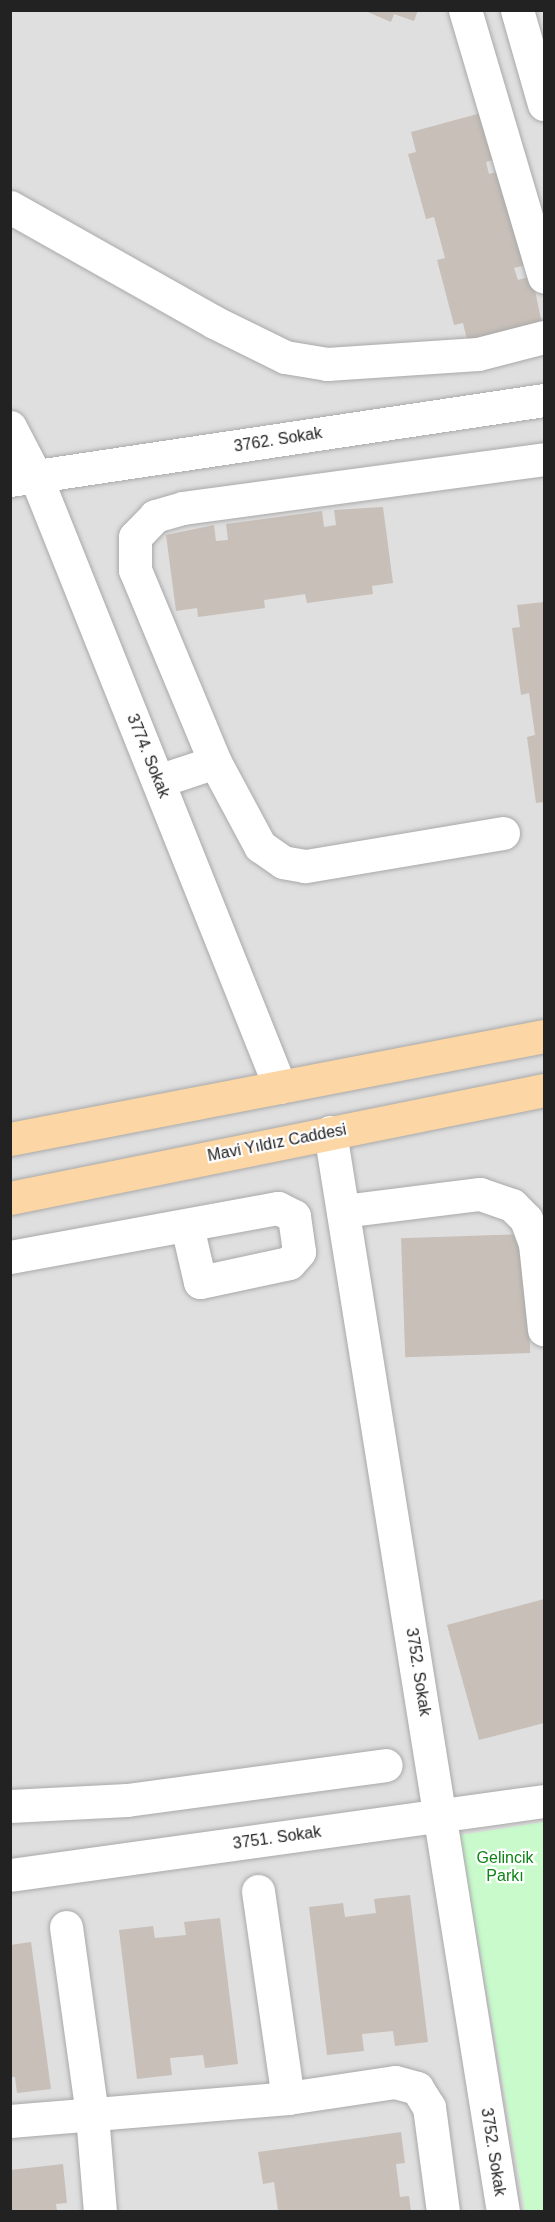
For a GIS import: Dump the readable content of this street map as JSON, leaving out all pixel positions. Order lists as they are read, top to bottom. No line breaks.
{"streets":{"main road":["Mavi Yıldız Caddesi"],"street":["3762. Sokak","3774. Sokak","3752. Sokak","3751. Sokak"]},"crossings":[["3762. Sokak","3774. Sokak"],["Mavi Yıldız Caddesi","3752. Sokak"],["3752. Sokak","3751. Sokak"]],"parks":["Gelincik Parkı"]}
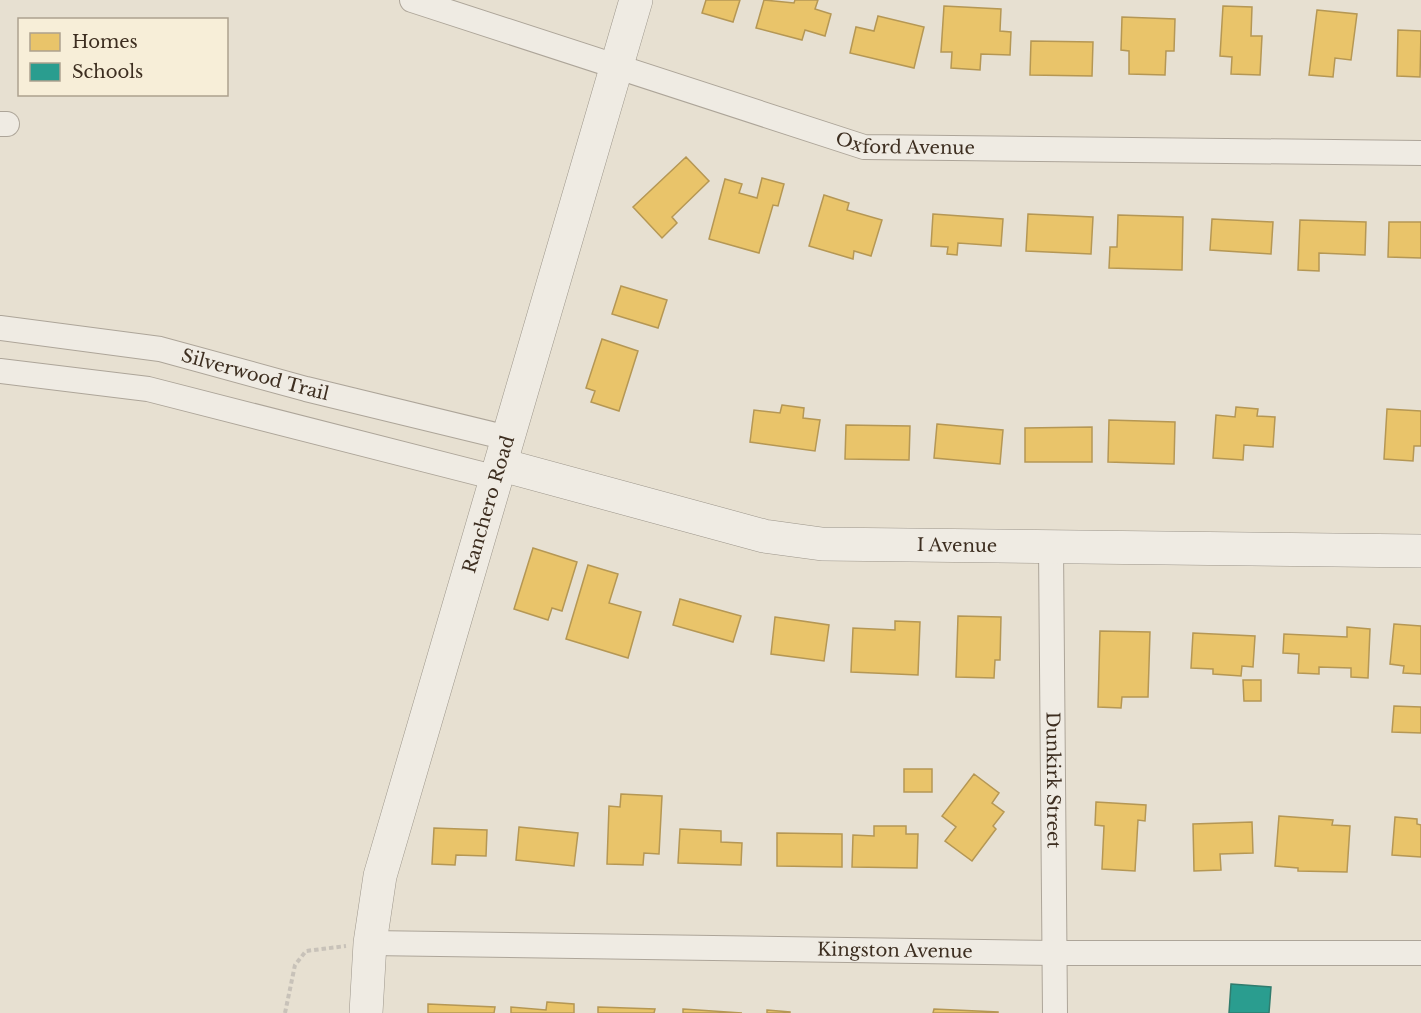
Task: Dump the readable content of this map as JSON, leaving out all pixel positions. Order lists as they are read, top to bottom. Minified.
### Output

» **What is needed**
Could the data be reproduced exactly, with the pictures omitted?

» **Written answer**
For a GIS import: Dump the readable content of this street map as JSON, leaving out all pixel positions. Order lists as they are read, top to bottom. No line breaks.
{"streets":{"main road":["Mavi Yıldız Caddesi"],"street":["3762. Sokak","3774. Sokak","3752. Sokak","3751. Sokak"]},"crossings":[["3762. Sokak","3774. Sokak"],["Mavi Yıldız Caddesi","3752. Sokak"],["3752. Sokak","3751. Sokak"]],"parks":["Gelincik Parkı"]}
Task: Dump the readable content of this map as JSON, leaving out all pixel positions. Order lists as they are read, top to bottom. Minified.
### Output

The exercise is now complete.